Module core.backends.training.training_gcaip_backend¶
Definition of the GCAIP Training Backend
Classes¶
SingleGPUTrainingGCAIPBackend(project: str, job_dir: str, gpu_type: str = 'K80', machine_type: str = 'n1-standard-4', image: str = 'eu.gcr.io/maiot-zenml/zenml:cuda-0.2.0', job_name: str = 'train_1611569655', region: str = 'europe-west1', python_version: str = '3.7', max_running_time: int = 7200, **kwargs)
: Runs a TrainerStep on Google Cloud AI Platform.
A training backend can be used to efficiently train a machine learning
model on large amounts of data. This triggers a Training job on the Google
Cloud AI Platform service: https://cloud.google.com/ai-platform.
This backend is meant for a training job with a single GPU only. The user
has a choice of three GPUs, specified in the GCPGPUTypes Enum.
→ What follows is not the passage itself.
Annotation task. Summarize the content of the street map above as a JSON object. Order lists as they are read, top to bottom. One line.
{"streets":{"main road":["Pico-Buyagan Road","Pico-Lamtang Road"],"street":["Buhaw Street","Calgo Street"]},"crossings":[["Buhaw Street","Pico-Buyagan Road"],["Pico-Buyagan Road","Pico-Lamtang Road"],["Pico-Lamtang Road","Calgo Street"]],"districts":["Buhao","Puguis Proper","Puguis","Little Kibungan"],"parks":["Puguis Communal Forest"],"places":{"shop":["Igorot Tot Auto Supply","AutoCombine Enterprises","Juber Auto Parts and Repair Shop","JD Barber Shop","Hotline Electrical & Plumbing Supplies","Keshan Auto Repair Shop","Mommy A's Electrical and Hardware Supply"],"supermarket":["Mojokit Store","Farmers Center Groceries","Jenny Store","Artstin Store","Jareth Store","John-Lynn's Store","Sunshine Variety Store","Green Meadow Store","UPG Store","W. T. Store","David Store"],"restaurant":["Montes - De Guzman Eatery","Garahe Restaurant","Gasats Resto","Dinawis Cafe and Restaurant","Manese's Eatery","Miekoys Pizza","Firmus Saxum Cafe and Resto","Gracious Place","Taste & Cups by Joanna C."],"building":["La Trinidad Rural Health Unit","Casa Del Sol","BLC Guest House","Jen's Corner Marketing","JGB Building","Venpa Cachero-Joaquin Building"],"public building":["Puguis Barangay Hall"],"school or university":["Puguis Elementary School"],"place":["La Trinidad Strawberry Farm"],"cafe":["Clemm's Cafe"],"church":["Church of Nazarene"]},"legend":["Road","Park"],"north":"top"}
An opinionated wrapper around a GCAIP training job.
Args:
project: The GCP project in which to run the job.
job_dir: A bucket where to store some metadata while training.
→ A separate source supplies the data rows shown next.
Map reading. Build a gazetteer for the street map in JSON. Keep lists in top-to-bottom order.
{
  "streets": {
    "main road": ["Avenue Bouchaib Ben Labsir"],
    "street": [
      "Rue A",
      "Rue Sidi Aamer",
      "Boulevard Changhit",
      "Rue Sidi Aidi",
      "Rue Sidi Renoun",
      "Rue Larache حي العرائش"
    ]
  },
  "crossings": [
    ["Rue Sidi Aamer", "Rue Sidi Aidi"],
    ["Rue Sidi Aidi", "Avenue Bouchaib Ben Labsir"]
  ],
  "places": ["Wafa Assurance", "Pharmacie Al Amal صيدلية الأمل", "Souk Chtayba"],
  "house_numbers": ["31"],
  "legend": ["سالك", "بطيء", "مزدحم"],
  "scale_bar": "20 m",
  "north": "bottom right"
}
gpu_type: The type of gpu.
machine_type: The type of machine to use. This must conform to
the GCP compatability matrix with the gpu_type. See details
here: https://cloud.google.com/ai-platform/training/docs/using
-gpus#compute-engine-machine-types-with-gpu
image: The Docker image with which to run the job.
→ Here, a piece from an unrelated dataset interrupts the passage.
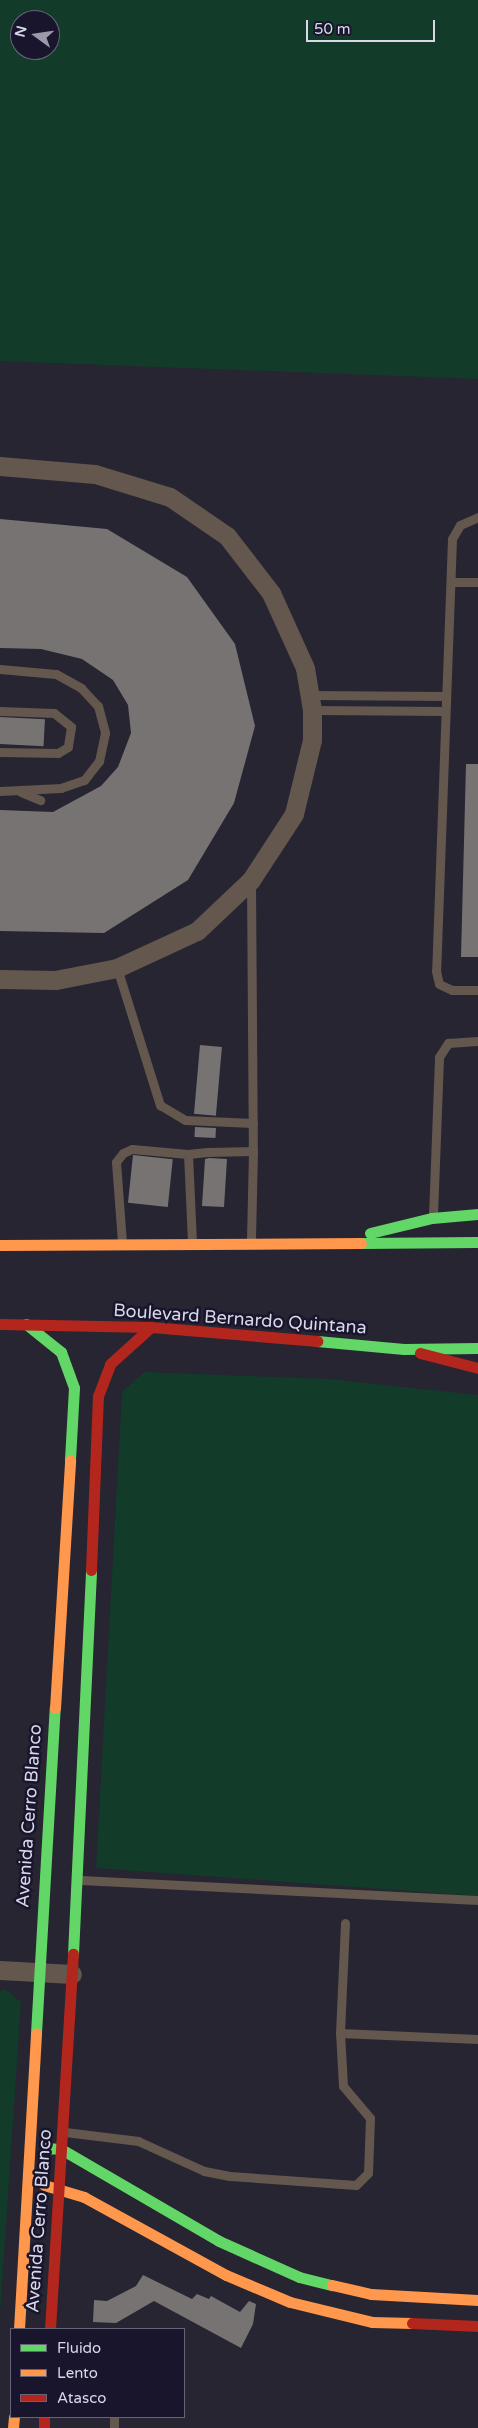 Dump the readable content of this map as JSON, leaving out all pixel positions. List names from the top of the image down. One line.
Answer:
{"streets":{"main road":["Boulevard Bernardo Quintana","Avenida Cerro Blanco"]},"crossings":[["Boulevard Bernardo Quintana","Avenida Cerro Blanco"]],"legend":["Fluido","Lento","Atasco"],"scale_bar":"50 m","north":"left"} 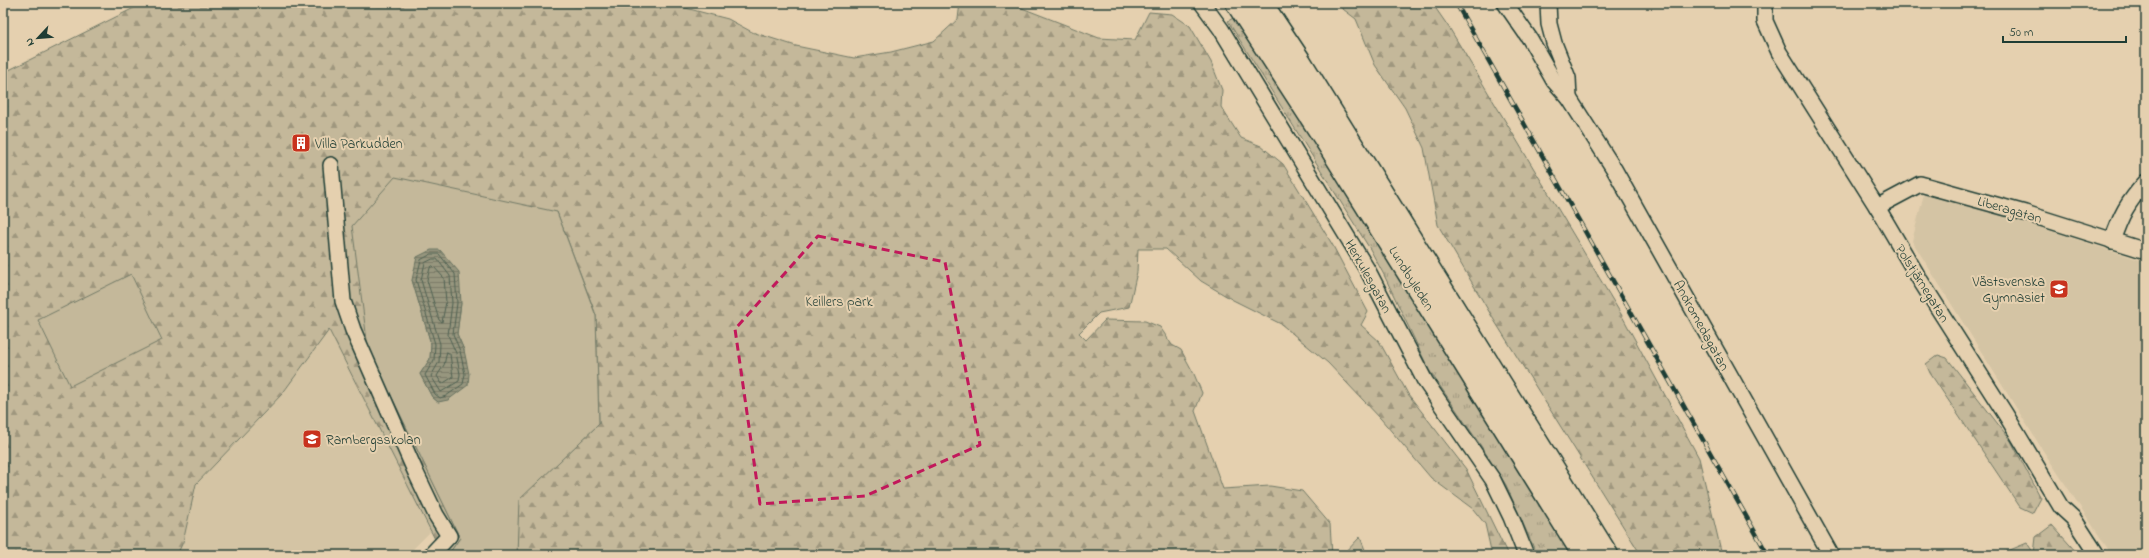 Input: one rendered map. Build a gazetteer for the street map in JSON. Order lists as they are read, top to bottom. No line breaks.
{"streets":{"highway":["Lundbyleden"],"street":["Liberagatan","Herkulesgatan","Polstjärnegatan","Andromedagatan"]},"crossings":[["Liberagatan","Polstjärnegatan"]],"parks":["Keillers park"],"places":{"building":["Villa Parkudden"],"school or university":["Västsvenska Gymnasiet","Rambergsskolan"]},"scale_bar":"50 m","north":"bottom left"}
job_name: The name of the job.
region: The GCP region to run the job in.
python_version: The Python version for the job.
max_running_time: The maximum running time of the job in seconds.
**kwargs:
### Ancestors (in MRO)
* zenml.core.backends.training.training_local_backend.TrainingLocalBackend
* zenml.core.backends.base_backend.BaseBackend
### Class variables
`BACKEND_TYPE`
:
### Methods
`get_custom_config(self)`
: Return a dict to be passed as a custom_config to the Trainer.
`get_executor_spec(self)`
: Return a TFX Executor spec for the Trainer Component.